There are vacancies for two lay (non-lawyer) members and three lawyer members. The lawyer members will need experience in the conveyancing and probate fields. Recruiting to the non-lawyer roles, the CLC is especially interested in people with experience in marketing or consumer affairs. Full details are available here.
The CLC has achieved some notable successes in recent years, securing the power to issue stand-alone probate licences, receiving a very positive assessment from oversight regulator the Legal Services Board, and achieving very significant shifts in already positive perceptions of it by the profession and its stakeholders. Three-quarters of CLC lawyers believe that being regulated by the CLC is either ‘extremely’ or ‘mostly’ beneficial to their business, that it provides value for money and supports innovation and growth in their business.
The regulator has this year overhauled its professional indemnity insurance regime, achieving major improvements in the interests of regulated firms, consumers and reducing risk to the Compensation Fund that it operates on behalf of the profession. It is also completing the handover of the delivery of education to licence as a CLC lawyer to SQA while it retains control of the standards of entry to the profession.

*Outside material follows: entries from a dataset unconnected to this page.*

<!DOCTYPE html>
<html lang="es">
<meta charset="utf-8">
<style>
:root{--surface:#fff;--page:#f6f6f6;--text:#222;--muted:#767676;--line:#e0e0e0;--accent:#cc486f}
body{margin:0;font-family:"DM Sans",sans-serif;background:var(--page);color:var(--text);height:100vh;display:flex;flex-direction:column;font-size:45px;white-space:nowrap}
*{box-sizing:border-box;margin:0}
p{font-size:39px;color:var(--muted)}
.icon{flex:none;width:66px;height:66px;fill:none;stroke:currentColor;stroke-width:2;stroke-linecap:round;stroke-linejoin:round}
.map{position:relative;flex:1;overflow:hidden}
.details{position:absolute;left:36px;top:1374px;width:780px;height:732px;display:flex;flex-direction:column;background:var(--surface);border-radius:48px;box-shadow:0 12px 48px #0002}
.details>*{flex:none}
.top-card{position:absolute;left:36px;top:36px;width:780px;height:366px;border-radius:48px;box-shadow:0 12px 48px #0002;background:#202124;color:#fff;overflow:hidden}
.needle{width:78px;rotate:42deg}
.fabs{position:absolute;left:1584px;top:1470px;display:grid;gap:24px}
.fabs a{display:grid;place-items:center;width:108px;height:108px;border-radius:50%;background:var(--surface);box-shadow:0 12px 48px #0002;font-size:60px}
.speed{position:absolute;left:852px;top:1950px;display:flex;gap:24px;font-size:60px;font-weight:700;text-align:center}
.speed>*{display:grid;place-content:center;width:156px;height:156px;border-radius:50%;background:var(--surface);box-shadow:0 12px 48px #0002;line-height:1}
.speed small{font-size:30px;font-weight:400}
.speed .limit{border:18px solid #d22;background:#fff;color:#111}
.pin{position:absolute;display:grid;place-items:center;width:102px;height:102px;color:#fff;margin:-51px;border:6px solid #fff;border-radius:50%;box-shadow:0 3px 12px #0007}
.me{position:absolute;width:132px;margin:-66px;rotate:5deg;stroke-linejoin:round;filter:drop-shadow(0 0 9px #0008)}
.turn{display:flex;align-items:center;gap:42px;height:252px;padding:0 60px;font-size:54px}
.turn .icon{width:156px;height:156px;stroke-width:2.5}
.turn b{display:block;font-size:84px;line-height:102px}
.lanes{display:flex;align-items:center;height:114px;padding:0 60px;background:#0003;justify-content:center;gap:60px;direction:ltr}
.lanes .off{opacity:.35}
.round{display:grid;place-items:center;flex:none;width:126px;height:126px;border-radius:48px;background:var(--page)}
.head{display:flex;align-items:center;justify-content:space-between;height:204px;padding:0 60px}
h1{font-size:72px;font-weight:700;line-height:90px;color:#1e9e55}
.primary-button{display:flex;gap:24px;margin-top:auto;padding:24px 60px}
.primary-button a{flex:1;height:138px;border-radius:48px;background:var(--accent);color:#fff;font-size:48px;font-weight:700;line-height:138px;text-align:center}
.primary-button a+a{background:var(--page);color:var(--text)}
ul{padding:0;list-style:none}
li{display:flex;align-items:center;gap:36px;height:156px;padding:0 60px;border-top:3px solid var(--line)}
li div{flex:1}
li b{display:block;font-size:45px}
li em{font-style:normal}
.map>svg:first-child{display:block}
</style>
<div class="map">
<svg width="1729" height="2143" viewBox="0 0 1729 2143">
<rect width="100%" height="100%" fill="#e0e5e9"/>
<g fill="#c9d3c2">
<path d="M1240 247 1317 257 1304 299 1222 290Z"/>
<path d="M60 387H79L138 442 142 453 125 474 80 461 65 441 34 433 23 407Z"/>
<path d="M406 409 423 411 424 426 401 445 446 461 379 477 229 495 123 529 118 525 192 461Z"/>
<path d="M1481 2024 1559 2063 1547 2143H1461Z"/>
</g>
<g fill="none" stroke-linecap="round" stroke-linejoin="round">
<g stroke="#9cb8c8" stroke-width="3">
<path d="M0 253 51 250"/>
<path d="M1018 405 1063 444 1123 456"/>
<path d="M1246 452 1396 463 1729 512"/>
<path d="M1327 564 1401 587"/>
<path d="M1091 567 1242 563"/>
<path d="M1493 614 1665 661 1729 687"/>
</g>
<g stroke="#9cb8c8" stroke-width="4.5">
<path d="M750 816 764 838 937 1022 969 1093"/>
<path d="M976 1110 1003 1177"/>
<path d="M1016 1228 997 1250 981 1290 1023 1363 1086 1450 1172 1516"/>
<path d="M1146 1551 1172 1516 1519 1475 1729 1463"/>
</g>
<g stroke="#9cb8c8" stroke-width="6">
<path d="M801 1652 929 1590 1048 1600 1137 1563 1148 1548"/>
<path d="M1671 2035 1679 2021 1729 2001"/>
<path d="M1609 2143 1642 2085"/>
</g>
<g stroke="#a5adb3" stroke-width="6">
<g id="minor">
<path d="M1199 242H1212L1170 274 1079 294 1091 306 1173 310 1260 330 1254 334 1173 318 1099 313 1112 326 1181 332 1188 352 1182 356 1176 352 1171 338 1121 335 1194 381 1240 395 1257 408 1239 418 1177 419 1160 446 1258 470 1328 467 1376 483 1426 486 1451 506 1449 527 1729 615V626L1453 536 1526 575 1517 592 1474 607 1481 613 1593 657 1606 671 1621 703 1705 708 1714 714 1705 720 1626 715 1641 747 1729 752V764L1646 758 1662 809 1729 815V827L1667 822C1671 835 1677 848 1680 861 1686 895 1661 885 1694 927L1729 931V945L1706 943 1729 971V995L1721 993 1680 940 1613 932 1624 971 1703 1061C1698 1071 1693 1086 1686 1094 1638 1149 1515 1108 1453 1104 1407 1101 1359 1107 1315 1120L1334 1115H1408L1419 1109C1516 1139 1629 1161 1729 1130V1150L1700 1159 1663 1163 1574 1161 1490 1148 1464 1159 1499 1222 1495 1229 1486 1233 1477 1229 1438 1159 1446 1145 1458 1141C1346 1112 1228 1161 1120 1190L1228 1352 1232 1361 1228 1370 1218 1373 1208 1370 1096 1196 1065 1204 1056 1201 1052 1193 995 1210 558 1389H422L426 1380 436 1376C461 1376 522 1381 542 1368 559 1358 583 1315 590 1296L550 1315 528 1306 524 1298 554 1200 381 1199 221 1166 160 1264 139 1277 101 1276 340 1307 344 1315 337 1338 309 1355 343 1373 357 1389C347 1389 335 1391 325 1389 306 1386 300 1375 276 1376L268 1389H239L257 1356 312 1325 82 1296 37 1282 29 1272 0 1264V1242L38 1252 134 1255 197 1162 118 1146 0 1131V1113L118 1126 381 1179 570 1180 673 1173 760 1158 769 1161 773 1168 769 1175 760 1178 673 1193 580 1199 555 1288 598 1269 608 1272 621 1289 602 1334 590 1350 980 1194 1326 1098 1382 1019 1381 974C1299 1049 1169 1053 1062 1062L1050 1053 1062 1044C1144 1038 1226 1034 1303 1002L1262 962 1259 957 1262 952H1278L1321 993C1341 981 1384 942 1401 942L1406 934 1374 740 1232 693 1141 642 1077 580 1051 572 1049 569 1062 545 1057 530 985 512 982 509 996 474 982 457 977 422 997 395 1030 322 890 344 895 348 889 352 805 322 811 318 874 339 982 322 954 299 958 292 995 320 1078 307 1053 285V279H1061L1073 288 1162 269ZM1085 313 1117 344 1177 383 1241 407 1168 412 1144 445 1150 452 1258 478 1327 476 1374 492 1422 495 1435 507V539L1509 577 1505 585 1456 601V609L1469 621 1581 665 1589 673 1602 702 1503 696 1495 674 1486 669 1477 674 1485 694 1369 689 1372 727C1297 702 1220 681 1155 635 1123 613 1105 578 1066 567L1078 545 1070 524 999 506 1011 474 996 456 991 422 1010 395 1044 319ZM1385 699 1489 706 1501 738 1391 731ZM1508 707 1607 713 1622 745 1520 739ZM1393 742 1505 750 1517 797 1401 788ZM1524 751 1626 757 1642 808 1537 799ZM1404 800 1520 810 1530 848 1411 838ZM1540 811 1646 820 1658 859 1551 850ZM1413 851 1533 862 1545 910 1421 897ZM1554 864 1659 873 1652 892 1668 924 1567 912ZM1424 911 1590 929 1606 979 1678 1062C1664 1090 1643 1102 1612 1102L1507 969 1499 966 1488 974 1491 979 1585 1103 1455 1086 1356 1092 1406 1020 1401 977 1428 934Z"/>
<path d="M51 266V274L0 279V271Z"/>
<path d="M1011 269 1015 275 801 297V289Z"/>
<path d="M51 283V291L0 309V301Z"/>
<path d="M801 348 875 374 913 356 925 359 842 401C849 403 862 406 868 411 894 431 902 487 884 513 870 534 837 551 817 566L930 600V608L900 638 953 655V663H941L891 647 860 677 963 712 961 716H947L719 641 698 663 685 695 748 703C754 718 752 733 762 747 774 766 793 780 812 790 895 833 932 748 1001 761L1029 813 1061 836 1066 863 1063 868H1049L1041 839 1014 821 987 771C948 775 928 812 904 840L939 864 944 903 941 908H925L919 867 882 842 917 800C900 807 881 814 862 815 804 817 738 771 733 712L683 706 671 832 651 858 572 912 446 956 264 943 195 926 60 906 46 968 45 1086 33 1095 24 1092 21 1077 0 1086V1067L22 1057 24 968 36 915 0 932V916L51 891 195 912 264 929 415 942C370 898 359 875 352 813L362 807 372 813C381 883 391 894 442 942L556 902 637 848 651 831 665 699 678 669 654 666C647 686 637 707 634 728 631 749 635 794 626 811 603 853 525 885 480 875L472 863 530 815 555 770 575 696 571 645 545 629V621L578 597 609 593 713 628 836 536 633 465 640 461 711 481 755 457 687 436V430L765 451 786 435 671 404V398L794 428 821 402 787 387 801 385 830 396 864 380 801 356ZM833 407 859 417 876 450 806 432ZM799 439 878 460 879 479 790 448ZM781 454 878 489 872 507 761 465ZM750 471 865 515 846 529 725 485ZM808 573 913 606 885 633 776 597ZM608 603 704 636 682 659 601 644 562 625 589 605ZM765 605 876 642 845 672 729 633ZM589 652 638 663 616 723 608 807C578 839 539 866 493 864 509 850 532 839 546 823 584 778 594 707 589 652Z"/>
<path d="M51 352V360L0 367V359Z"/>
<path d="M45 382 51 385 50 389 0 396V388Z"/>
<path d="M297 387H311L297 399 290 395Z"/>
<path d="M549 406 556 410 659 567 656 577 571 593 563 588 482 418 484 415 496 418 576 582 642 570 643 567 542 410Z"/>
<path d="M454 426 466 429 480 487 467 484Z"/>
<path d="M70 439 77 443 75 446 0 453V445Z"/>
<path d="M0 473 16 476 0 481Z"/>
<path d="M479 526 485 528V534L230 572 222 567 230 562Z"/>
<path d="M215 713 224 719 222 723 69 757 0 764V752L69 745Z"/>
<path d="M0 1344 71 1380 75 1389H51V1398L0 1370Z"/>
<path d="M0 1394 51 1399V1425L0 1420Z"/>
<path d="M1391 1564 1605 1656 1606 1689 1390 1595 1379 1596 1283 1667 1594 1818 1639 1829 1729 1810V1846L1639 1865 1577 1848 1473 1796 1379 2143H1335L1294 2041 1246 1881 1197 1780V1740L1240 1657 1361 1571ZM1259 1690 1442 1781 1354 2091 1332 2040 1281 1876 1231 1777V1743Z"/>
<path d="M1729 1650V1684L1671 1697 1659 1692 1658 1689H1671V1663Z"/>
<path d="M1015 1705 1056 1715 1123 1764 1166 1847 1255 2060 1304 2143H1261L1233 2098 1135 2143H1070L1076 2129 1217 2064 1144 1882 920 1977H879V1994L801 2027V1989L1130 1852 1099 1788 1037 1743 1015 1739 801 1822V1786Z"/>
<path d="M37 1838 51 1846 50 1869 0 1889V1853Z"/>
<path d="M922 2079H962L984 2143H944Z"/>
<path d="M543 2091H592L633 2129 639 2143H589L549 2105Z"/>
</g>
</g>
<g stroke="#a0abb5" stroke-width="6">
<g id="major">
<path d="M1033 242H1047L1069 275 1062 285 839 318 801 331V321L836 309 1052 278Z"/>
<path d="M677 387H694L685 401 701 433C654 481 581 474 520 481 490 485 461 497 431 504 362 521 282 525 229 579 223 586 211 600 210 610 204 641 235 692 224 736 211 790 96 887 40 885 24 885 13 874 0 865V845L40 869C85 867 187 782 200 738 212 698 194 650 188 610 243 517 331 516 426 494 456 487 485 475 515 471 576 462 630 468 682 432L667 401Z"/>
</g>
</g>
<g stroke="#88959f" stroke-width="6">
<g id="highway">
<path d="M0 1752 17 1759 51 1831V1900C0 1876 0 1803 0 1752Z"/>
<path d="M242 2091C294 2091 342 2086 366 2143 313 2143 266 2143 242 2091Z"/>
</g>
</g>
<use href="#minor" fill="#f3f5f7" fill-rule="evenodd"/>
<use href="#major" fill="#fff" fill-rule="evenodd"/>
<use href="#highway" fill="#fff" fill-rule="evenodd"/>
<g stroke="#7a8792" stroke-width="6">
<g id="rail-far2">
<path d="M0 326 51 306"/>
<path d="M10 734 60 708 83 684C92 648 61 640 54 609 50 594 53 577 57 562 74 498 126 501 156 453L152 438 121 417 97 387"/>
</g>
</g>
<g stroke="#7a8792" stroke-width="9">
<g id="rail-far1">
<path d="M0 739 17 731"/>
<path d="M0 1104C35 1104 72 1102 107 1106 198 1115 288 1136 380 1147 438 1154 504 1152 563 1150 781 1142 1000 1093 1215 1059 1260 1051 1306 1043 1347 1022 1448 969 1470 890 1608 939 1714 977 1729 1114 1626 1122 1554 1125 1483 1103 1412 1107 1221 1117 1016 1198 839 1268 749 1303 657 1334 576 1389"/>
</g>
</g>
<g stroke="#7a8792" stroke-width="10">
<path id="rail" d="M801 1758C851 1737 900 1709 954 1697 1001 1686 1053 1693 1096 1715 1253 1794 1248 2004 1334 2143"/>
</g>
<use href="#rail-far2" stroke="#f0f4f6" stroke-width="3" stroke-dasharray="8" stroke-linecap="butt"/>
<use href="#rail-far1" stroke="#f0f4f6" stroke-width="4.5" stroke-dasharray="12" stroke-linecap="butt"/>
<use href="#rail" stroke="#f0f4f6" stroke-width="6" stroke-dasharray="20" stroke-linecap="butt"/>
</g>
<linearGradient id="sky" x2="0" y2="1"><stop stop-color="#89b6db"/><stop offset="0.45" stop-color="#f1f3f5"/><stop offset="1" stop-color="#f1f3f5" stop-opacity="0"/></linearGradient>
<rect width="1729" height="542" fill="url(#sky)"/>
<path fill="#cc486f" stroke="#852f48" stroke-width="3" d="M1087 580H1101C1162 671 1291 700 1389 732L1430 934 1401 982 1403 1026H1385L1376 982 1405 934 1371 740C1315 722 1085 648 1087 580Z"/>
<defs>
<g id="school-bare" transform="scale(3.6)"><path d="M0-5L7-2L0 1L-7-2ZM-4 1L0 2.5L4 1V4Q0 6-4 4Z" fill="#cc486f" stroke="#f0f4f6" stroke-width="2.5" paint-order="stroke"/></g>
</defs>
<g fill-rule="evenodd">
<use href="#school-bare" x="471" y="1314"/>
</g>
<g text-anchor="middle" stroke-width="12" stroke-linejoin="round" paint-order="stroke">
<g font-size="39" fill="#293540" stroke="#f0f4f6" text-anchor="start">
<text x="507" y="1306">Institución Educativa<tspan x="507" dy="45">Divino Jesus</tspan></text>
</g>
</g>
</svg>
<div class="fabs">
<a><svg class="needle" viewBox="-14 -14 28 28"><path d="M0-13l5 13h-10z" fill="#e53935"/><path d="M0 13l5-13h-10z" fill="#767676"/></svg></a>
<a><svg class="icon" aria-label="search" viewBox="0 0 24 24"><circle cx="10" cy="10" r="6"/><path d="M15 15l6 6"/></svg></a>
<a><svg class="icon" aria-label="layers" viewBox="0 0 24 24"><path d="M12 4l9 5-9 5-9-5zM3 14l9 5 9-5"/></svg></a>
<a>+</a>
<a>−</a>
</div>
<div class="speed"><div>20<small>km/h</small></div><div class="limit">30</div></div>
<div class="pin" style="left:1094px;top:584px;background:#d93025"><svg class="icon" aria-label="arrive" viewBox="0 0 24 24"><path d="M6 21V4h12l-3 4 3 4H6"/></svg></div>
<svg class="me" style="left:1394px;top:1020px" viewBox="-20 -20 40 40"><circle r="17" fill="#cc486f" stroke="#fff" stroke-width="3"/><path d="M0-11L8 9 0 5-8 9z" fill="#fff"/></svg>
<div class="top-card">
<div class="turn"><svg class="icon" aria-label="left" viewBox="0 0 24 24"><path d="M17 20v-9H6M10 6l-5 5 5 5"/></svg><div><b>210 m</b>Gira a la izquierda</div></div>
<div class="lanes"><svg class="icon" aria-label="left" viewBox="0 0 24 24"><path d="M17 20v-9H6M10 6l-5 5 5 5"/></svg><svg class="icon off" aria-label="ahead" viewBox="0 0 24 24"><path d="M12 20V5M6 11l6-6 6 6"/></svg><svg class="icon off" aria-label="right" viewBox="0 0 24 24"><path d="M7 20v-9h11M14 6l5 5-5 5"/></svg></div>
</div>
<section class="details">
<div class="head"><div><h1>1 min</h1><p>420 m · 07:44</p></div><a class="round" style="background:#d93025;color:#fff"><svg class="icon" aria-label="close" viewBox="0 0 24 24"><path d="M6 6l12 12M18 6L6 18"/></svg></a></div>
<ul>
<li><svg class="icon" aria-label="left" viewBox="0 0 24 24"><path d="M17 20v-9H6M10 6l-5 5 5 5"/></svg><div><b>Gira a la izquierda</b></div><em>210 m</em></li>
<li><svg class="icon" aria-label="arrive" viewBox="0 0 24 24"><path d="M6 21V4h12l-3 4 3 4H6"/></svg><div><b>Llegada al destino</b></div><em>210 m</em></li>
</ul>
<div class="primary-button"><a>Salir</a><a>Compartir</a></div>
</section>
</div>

Now the CLC is looking for new Council Members who can continue to drive the organisation forward. A major review of regulatory arrangements is underway to ensure that the CLC is in a strong position to continue its original mission to foster competition and innovation in legal services provision.

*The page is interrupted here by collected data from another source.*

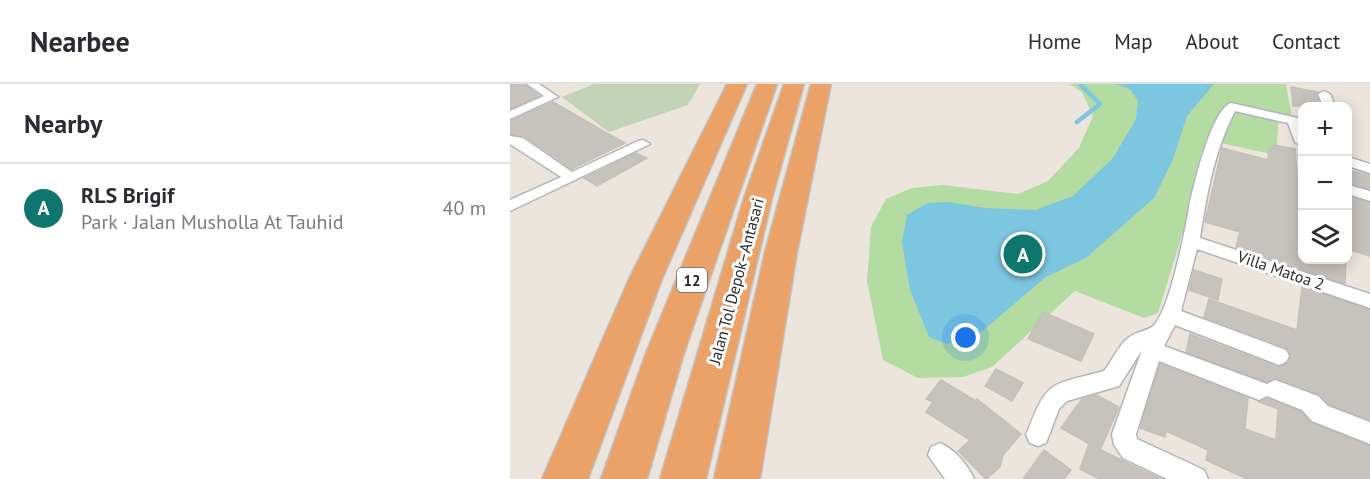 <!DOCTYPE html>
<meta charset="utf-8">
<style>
body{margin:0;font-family:"PT Sans",sans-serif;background:#f2f2f3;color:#2b2b33}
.controls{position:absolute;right:18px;top:18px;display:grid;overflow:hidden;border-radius:12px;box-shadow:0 3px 15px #0003}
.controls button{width:54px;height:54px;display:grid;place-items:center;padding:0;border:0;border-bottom:2px solid #e1e1e2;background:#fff;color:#2b2b33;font:30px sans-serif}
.you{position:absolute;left:456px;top:254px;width:21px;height:21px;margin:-15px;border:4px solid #fff;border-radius:50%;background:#1a73e8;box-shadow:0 0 0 9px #1a73e833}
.badge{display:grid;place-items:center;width:39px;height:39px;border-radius:50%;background:#0f766e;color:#fff;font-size:20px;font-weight:700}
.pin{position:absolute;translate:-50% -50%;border:3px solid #fff;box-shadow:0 2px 6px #0006}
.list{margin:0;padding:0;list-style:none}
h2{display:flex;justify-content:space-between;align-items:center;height:78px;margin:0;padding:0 24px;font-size:26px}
h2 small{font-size:20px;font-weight:400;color:#7c7c81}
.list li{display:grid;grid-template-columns:39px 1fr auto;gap:18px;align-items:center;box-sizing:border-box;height:90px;padding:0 24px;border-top:2px solid #e1e1e2}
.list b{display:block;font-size:22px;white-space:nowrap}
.list p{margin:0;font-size:20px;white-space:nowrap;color:#7c7c81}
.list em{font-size:20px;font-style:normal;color:#7c7c81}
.icon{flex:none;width:33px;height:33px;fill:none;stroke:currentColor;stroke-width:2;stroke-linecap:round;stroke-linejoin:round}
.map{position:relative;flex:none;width:860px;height:395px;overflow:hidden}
header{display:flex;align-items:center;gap:36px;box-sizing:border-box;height:84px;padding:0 30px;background:#fff;border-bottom:2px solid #e1e1e2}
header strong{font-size:28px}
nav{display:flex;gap:33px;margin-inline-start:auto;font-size:21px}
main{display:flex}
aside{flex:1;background:#fff}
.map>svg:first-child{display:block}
.green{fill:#b4dba1}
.cemetery{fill:#c4d2b7}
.water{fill:#7dc6e0}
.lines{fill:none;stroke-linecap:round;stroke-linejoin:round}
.stream{stroke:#7dc6e0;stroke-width:4.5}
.building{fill:#c6c2bd;stroke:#c6c1b8;stroke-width:1.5}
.minor-casing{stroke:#b1b4bc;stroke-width:3}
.motorway-casing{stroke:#c3c3c3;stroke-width:3}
.minor{fill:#fff;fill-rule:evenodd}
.motorway{fill:#eba268;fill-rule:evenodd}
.labels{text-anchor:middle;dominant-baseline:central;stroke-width:6;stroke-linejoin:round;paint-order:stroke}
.shield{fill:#fff;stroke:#6a6a6a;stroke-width:1.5}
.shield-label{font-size:15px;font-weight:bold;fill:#2a2a2a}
.street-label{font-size:16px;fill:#2a2a2a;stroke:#fff}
</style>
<header>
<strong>Nearbee</strong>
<nav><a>Home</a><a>Map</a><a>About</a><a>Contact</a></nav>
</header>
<main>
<aside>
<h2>Nearby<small></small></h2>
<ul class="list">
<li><span class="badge">A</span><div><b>RLS Brigif</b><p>Park · Jalan Musholla At Tauhid</p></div><em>40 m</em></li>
</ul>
</aside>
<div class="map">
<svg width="860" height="395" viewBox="0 0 860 395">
<rect width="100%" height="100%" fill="#ebe5de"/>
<polygon class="green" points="559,0 776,0 782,34 769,32 766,71 701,57 648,229 634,234 565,207 482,283 453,293 408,294 373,276 357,197 361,143 376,115 402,104 433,101 508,110 538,97 569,64 583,32 572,8"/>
<polygon class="cemetery" points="84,0 190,0 178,21 99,48 52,13"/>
<polygon class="water" points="605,0 704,0 677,32 663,75 645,113 576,174 536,193 464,254 437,260 419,253 400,206 392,158 397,131 417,119 439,118 475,124 525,126 563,112 603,74 626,35 628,17 620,5"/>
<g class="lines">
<polyline class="stream" points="567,38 590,20 570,0"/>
</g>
<g class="building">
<polygon points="0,0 14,0 29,12 0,25"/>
<polygon points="781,3 808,8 806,11 811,22 783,22"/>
<polygon points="43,18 95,48 115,59 62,85 14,52 0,50 0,37"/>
<polygon points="764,61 785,65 789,112 792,113 792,176 836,176 835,200 726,163 730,148 695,138 712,64 758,76 759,64 763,65"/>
<polygon points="126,69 137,74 87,102 74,94"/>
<polygon points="837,86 860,91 860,105 837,99"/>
<polygon points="837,112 860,119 860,172 837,165"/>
<polygon points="684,186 712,195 708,216 679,206"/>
<polygon points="792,203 860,226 860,336 819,320 809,310 766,294 757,298 676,268 680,250 768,283 777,280 781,271 777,264 694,233 699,215 787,246"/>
<polygon points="533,228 584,250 571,277 518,255"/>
<polygon points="650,280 738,314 735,345 766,356 768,325 749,318 757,314 791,328 801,339 860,362 860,395 737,395 696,376 698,366 656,347 655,353 630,344"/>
<polygon points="486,285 513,299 502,317 475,302"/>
<polygon points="431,296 466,317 467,315 511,350 493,371 490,383 476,395 448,367 460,356 416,328 423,318 416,315"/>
<polygon points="586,311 609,323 590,366 551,344 572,315"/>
<polygon points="579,360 613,377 651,395 589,395 570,385"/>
<polygon points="534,366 561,386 554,395 513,395"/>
</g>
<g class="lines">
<g class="minor-casing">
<g id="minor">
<polygon points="17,0 29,0 48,13 0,35 0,27 34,12"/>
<polygon points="814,7 820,10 825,22 813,22 808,10"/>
<path d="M721 19 792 35V62L785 58 778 39 725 27C704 68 697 109 690 154L860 210V224L687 165 671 227 776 266 779 272 776 278 769 281 665 241 654 262 757 300 765 296 808 312 818 322 860 338V360L802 337 792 326 757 312 749 316 649 277 626 350 627 355 694 386 698 395H657L613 374 604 361 602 350 632 266 609 302 557 317 549 325 536 359 528 362 520 359 516 351C538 295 538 302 594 287 602 277 608 262 618 254 626 247 641 247 646 239 661 217 674 152 679 124 683 104 701 26 721 19Z"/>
<polygon points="0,52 13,54 62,88 128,57 133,56 140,60 0,127 0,116 51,93 0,60"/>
<polygon points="838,73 860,80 860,89 838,82"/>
<polygon points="838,101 860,107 860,117 838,110"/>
<path d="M430 359C444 365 458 381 464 395H435L418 371 421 363Z"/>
</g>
</g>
<g class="motorway-casing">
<g id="motorway">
<polygon points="217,0 237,0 152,195 78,395 32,395 119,195"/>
<polygon points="247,0 267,0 174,269 137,395 91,395 136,269"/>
<polygon points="274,0 294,0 262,114 196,395 150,395 234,114"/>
<polygon points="301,0 321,0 287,168 250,395 204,395 255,168"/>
</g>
</g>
<use href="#minor" class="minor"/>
<use href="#motorway" class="motorway"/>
</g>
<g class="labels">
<rect class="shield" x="167" y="184" width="30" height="24" rx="4.5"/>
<g class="shield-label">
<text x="182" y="196">12</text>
</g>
<g class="street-label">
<text transform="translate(771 186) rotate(19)">Villa Matoa 2</text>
<text transform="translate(226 197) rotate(-75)">Jalan Tol Depok–Antasari</text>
</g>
</g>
</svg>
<div class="controls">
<button>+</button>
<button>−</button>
<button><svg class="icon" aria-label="layers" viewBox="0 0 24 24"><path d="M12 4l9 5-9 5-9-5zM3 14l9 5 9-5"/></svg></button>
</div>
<div class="you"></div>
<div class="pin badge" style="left:513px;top:170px">A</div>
</div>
</main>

Chair of the CLC, Dame Janet Paraskeva said: ‘The CLC has made significant progress in the past few years, delivering tailored regulation of specialist property lawyers in a more streamlined and cost-effective way. The turnover of firms we regulate has more than doubled in the past four years after they recovered sooner and quicker than other firms from the 2008 downturn. But there are always new challenges in a fast-changing sector that underpins a major part of the economy. Serving on our governing Council is a chance to drive positive change in an innovative organisation that will have far-reaching impact.’